1: /* Search index of hash table from offset of entry table */ 2: static Py_ssize_t 3: lookdict_index(PyDictKeysObject *k, Py_hash_t hash, Py_ssize_t index) 4: { 5: size_t mask = DK_MASK(k); 6: size_t perturb = (size_t)hash; 7: size_t i = (size_t)hash & mask; 8: 9: for (;;) { 10: Py_ssize_t ix = dictkeys_get_index(k, i); 11: if (ix == index) { 12: return i; 13: } 14: if (ix == DKIX_EMPTY) { 15: return DKIX_EMPTY; 16: } 17: perturb >>= PERTURB_SHIFT; 18: i = mask & (i*5 + perturb + 1); 19: } 20: Py_UNREACHABLE(); 21: }
4. Performance
The above graph compares the average number of CPU cache misses required to look up elements in large hash tables with chaining and linear probing. Linear probing performs better due to better locality of reference, though as the table gets full, its performance degrades drastically.
Python uses dicts internally when it creates objects, functions, import modules, etc… Therefore, the performance of dictionaries is critical and linear probing is the way to go for them. The code below shows how python uses dictionaries internally when creating classes.
class Foo(): def bar(x): return x+1 >>> print(Foo.__dict__) { '__module__': '__main__', 'bar': <function Foo.bar at 0x100d6b370>, '__dict__': <attribute '__dict__' of 'Foo' objects>, '__weakref__': <attribute '__weakref__' of 'Foo' objects>, '__doc__': None }
4.1. Load factor
As we have seen the load factor is crucial for the performance of hash table, python has a load factor of 2/3 and java of 0.75. This makes sense, as linear probing performance is very bad when there are no empty hash spaces. On the other hand, java uses a threshold of 8 elements to switch from a linked list to a binary tree, as we can see in the code below.

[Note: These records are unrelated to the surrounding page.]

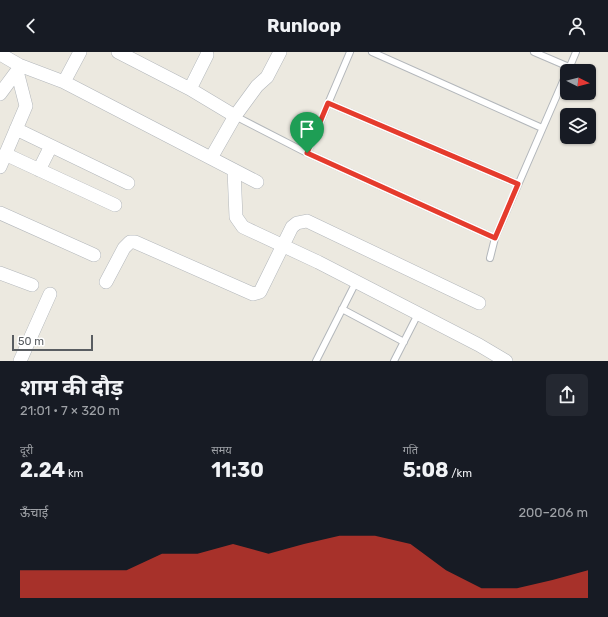 <!DOCTYPE html>
<html lang="hi">
<meta charset="utf-8">
<style>
:root{--surface:#171b24;--page:#242831;--text:#f1f3f6;--muted:#9ea1a6;--accent:#e53b2d}
body{margin:0;font-family:Rubik,"Noto Sans Devanagari",sans-serif;background:var(--page);color:var(--text);height:100vh;display:flex;flex-direction:column;font-size:15px;white-space:nowrap}
*{box-sizing:border-box;margin:0}
p{font-size:13px;color:var(--muted)}
.icon{flex:none;width:22px;height:22px;fill:none;stroke:currentColor;stroke-width:2;stroke-linecap:round;stroke-linejoin:round}
.map{position:relative;height:309px;overflow:hidden}
.side{display:flex;flex-direction:column;background:var(--surface);flex:1}
.side>*{flex:none}
.needle{width:26px;rotate:96deg}
.controls{position:absolute;left:560px;top:12px;display:grid;gap:8px}
.controls a{display:grid;place-items:center;width:36px;height:36px;border-radius:6px;background:var(--surface);box-shadow:0 1px 3px #0004;font-size:20px}
.scale{position:absolute;left:12px;bottom:10px;width:81px;box-sizing:border-box;padding-left:4px;border:2px solid #595d61;border-top:0;font-size:11px;line-height:14px;white-space:nowrap;color:#595d61;-webkit-text-stroke:3px #fff;paint-order:stroke}
.pin{position:absolute;display:grid;place-items:center;width:34px;height:34px;color:#fff;margin:-41px -17px;border-radius:50% 50% 50% 0;rotate:-45deg;box-shadow:0 0 4px #0007}
.pin .icon{rotate:45deg}
.round{display:grid;place-items:center;flex:none;width:42px;height:42px;border-radius:6px;background:var(--page)}
.head{display:flex;align-items:center;justify-content:space-between;height:68px;padding:0 20px}
h1{font-size:22px;font-weight:700;line-height:30px}
.stats{display:grid;grid-template-columns:repeat(3,1fr);gap:6px;height:68px;padding:4px 20px}
.stats div{display:grid;align-content:center}
.stats b{font-size:20px;font-weight:700}
.stats small{font-size:11px;font-weight:400}
.stats p{font-size:11px}
.chart{height:112px;padding:8px 20px}
.chart p{display:flex;justify-content:space-between}
.chart svg{width:100%;height:72px;margin-top:4px;fill:var(--accent);opacity:.7}
header{display:flex;justify-content:space-between;align-items:center;height:52px;padding:0 20px;background:var(--surface);font-size:18px;font-weight:700}
.map>svg:first-child{display:block}
</style>
<header><svg class="icon" aria-label="back" viewBox="0 0 24 24"><path d="M15 5l-7 7 7 7"/></svg>Runloop<svg class="icon" aria-label="person" viewBox="0 0 24 24"><circle cx="12" cy="8" r="4"/><path d="M4 21q1-7 8-7t8 7"/></svg></header>
<div class="map">
<svg width="608" height="309" viewBox="0 0 608 309">
<rect width="100%" height="100%" fill="#ece9e0"/>
<g fill="none" stroke-linecap="round" stroke-linejoin="round">
<g stroke="#b3b7bb" stroke-width="8">
<path id="lane" d="M372,0L542,76
M534,0L569,15
M568,19L576,0
M328,51L518,132
M235,64L307,101L350,0
M307,101L495,186
M490,206L495,186L567,20
M342,257L404,290
M316,309L356,230
M394,309L418,262"/>
</g>
<g stroke="#b3b7bb" stroke-width="14">
<path id="street" d="M118,0L190,37L235,64
M0,2L19,13L64,30L257,130
M64,30L80,0
M190,37L207,3
M0,42L17,19L18,15
M16,77L128,131
M5,102L115,153
M211,106L235,64L257,34L267,25L280,0
M0,115L26,54L17,19
M39,118L51,94
M234,118L236,165L243,175L318,210L479,293L506,309
M0,161L94,203
M0,221L32,233
M106,230L124,196L130,190H135L253,242L260,240L292,175L297,171L307,169L479,251
M20,309L50,242"/>
</g>
<use href="#lane" stroke="#fff" stroke-width="6"/>
<use href="#street" stroke="#fff" stroke-width="13"/>
</g>
<g fill="none" stroke-linecap="round" stroke-linejoin="round">
<g stroke="#fff" stroke-width="8">
<path id="route" d="M328,51L518,132L495,186L307,101Z"/>
</g>
<use href="#route" stroke="#e53b2d" stroke-width="5"/>
</g>
</svg>
<div class="controls">
<a><svg class="needle" viewBox="-14 -14 28 28"><path d="M0-13l5 13h-10z" fill="#e53935"/><path d="M0 13l5-13h-10z" fill="#9ea1a6"/></svg></a>
<a><svg class="icon" aria-label="layers" viewBox="0 0 24 24"><path d="M12 4l9 5-9 5-9-5zM3 14l9 5 9-5"/></svg></a>
</div>
<div class="scale">50 m</div>
<div class="pin" style="left:307px;top:101px;background:#1e9e55"><svg class="icon" aria-label="arrive" viewBox="0 0 24 24"><path d="M6 21V4h12l-3 4 3 4H6"/></svg></div>
</div>
<section class="side">
<div class="head"><div><h1>शाम की दौड़</h1><p>21:01 · 7 × 320 m</p></div><a class="round"><svg class="icon" aria-label="share" viewBox="0 0 24 24"><path d="M12 15V3M7 8l5-5 5 5M5 13v7h14v-7"/></svg></a></div>
<div class="stats">
<div><p>दूरी</p><b>2.24<small> km</small></b></div>
<div><p>समय</p><b>11:30</b></div>
<div><p>गति</p><b>5:08<small> /km</small></b></div>
</div>
<div class="chart"><p><span>ऊँचाई</span>200–206 m</p>
<svg viewBox="0 0 160 44" preserveAspectRatio="none"><path d="M0 44V27L10 27L20 27L30 27L40 17L50 17L60 11L70 17L80 11L90 6L100 6L110 11L120 27L130 38L140 38L150 33L160 27V44z"/></svg>
</div>
</section>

static final float DEFAULT_LOAD_FACTOR = 0.75f; /** * The bin count threshold for using a tree rather than list for a * bin. Bins are converted to trees when adding an element to a * bin with at least this many nodes. The value must be greater * than 2 and should be at least 8 to mesh with assumptions in * tree removal about conversion back to plain bins upon * shrinkage. */ static final int TREEIFY_THRESHOLD = 8;
5. What about sets
Dictionaries and maps are closely related to sets. In fact, sets are just dictionaries/maps without values. Indeed, Java uses this approach to implement sets, lets look at the source code:
/** * Constructs a new, empty set; the backing {@code HashMap} instance has * default initial capacity (16) and load factor (0.75). */ public HashSet() { map = new HashMap<>(); }
There are two different reasons why python does not reuse Objects/dictobject.c for implementing sets, the first one is that CPython does not use sets internally and the requirements are different. Looking after performance, CPython optimize the sets for the use case of membership. It is well documented in the source code to be found in Objects/setobject.c.:
/* Use cases for sets differ considerably from dictionaries where looked-up keys are more likely to be present. In contrast, sets are primarily about membership testing where the presence of an element is not known in advance. Accordingly, the set implementation needs to optimize for both the found and not-found case. */
A set is a different object and the hash table works a bit different, the set load factor is 60% instead of 66.6%, every time the table grows it uses a factor of 4 instead of 2, and the main difference is in the linear probing algorithm, where it inspects more than one cell for every probe.
6. Summary
CPython and Java use different approach to resolve hash collisions, while Java uses separate chaining, CPython uses linear probing. Java implements sets reusing hash tables but with dummy values, while python using also linear probing, optimizes the sets for different use cases, implementing a new linear probing algorithm. The reason for that is because CPython uses dictionaries internally and a high performance is critical for a proper performance of Python.
7. A note on source code
The source code examples are extracted respectively from the Java SE 17 (LTS) and CPython 3.11 versions.